Don’t get me wrong, I know as well as anyone that all models are false, are imperfect approximations to the unknown and unknowable truth. And there absolutely are good reasons why, when trying to learn about how the world works, we might want to start by developing and testing simple models rather than starting out with more complex ones. This post is emphatically not an argument that we should aim to develop literally-true models (that’s impossible), or models that are as complex as possible! But the whole point of having a false model, or a bunch of different false models, is to home in on the particular ways in which they’re false, and leverage those falsehoods to get closer to the truth. Too often, that’s not how purportedly “neutral” or “null” ecological models are used. It’s usually a bad research strategy to set up one particular model among others as a “null”, just because it happens to be simpler than the others or just because it omits some particular process that other models include.
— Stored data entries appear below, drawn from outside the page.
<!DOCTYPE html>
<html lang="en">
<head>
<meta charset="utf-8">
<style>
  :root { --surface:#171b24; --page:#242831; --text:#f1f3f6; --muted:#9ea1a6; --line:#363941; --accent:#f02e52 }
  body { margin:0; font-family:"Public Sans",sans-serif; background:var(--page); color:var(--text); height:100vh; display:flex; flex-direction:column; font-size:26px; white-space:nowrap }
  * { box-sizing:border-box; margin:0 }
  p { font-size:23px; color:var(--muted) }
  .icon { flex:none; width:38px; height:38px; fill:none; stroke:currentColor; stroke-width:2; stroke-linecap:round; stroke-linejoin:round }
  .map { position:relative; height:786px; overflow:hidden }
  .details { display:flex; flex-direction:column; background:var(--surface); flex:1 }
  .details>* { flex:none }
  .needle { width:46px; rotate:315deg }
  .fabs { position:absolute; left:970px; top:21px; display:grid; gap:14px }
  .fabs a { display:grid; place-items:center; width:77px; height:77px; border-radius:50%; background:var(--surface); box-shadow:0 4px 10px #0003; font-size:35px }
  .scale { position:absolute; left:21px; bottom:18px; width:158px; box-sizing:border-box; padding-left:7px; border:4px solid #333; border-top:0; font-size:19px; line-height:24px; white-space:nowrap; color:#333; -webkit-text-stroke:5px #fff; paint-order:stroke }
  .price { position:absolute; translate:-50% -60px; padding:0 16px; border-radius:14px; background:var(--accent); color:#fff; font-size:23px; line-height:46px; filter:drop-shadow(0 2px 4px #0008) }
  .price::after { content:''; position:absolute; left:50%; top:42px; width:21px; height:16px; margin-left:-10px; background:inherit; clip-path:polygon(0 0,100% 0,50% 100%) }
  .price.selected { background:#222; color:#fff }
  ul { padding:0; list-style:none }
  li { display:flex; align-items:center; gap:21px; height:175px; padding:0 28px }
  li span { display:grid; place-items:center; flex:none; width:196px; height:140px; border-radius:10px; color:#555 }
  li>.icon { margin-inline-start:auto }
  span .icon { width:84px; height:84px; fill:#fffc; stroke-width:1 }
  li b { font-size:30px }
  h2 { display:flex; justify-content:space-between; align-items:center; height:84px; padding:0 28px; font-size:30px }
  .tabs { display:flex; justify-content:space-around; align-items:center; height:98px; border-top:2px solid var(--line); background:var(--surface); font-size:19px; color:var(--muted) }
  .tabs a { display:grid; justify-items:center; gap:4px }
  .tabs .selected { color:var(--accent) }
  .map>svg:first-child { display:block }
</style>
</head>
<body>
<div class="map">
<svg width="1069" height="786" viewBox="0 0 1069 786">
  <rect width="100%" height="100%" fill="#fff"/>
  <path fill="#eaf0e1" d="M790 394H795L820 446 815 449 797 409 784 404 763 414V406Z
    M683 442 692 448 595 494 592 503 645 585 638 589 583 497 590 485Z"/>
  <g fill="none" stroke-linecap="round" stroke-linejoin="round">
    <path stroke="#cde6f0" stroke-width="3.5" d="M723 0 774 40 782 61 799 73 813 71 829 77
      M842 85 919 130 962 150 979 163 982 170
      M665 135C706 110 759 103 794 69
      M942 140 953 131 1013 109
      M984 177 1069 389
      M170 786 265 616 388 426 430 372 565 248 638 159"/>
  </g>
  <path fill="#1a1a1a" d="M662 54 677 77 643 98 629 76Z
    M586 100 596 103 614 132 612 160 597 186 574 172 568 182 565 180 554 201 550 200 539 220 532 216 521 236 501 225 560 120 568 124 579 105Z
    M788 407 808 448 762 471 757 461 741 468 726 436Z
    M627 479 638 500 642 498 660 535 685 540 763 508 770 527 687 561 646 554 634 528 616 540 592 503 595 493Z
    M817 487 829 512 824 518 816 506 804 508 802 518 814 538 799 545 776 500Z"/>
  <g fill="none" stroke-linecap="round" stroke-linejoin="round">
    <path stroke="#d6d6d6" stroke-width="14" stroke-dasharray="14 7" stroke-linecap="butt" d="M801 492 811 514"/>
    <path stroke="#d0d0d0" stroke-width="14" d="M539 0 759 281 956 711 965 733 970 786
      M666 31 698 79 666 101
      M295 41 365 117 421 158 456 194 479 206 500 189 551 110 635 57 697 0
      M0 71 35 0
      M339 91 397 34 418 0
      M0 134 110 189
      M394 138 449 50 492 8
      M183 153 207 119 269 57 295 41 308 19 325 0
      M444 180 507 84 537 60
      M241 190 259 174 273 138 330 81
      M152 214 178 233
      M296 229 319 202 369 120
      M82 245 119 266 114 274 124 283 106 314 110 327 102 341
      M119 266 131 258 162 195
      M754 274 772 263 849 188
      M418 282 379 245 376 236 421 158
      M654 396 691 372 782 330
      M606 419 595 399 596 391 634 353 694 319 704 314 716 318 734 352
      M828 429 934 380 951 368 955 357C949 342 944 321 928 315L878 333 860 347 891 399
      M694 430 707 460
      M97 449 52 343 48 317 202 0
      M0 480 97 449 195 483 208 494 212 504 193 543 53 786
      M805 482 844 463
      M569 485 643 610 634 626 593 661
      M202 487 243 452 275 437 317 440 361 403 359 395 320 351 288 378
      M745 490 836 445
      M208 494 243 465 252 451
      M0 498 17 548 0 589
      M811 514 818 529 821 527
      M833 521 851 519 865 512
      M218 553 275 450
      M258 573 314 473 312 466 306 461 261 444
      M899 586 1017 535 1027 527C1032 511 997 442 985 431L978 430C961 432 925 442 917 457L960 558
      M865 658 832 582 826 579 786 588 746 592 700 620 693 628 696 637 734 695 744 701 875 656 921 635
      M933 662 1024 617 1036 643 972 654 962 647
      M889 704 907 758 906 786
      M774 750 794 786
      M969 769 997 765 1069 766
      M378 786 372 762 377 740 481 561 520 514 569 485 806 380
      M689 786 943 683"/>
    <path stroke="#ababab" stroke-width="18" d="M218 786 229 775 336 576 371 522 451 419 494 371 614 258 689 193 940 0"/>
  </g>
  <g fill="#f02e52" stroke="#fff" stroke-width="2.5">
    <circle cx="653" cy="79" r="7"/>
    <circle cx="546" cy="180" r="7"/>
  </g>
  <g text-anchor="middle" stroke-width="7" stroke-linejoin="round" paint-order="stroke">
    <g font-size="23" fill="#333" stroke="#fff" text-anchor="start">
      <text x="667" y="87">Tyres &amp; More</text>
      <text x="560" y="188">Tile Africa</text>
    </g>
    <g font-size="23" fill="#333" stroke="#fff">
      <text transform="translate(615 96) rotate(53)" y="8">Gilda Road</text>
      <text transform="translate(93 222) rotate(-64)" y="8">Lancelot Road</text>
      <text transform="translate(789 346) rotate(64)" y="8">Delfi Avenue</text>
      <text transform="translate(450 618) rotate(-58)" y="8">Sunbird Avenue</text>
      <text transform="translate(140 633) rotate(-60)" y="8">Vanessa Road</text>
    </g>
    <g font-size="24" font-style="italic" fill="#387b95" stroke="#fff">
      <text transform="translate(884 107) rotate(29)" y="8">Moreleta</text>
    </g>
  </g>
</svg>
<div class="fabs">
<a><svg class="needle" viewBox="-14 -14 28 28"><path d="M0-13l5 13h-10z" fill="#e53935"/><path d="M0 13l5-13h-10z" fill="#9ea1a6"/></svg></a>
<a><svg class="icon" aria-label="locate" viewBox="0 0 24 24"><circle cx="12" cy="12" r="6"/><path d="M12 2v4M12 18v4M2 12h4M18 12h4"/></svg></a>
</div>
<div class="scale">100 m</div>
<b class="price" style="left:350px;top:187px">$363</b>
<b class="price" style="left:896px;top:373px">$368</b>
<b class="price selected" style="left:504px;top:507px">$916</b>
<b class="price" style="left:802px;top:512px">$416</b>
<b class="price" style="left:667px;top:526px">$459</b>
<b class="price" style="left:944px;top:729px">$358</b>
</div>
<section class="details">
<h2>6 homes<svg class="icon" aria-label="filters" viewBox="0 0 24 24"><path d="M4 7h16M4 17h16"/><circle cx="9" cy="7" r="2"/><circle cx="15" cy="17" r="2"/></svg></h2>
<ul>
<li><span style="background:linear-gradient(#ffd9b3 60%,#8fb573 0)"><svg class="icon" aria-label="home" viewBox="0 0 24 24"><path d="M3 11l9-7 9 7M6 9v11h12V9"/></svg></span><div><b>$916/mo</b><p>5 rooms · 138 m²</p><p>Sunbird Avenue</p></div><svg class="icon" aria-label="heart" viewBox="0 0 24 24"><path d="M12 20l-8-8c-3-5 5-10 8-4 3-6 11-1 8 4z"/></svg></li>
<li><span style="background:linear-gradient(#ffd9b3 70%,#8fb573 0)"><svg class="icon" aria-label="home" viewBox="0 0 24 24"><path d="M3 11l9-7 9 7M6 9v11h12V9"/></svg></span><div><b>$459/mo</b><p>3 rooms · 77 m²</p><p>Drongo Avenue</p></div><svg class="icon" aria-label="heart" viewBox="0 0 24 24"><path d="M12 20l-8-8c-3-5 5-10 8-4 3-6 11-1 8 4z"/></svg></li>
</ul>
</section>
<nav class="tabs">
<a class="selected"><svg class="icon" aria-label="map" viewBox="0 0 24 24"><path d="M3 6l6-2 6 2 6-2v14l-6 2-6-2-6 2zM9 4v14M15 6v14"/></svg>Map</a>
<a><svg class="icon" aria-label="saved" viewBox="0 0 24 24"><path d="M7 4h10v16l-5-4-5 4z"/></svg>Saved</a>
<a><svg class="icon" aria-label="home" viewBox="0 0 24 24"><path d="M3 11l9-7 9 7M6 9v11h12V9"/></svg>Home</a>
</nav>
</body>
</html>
It’s often far more useful to start with a suite of alternative models, none of them privileged with the label “null”, in order to get a sense of the range of models that might have generated the data (e.g., the recent work of Storch et al., to pick one possible example among many).
*Obviously, I can’t go into any further detail without violating confidentiality.
**As illustrated by the fact that popular statistical methods for model selection, such as AIC, are not methods for choosing “parsimonious” models. They’re not methods for choosing “simple” models, independent of how close they are to the truth. They’re not even methods for choosing models that represent some sort of optimal “compromise” between simplicity and closeness to the truth, though they’re often described that way. Rather, they are methods for choosing the model that’s closest to the truth, period. A model can be false by being simpler than the truth, or by being more complex than the truth (as in cases of “overfitting” the observed data, also known as “fitting the noise”). That, and not “parsimony”, is why AIC includes a penalty term for the number of free parameters a model has. AIC scores for alternative models are estimates of the relative Kullback-Leibler divergence between the alternative models under consideration, and the unknown true model that generated the data.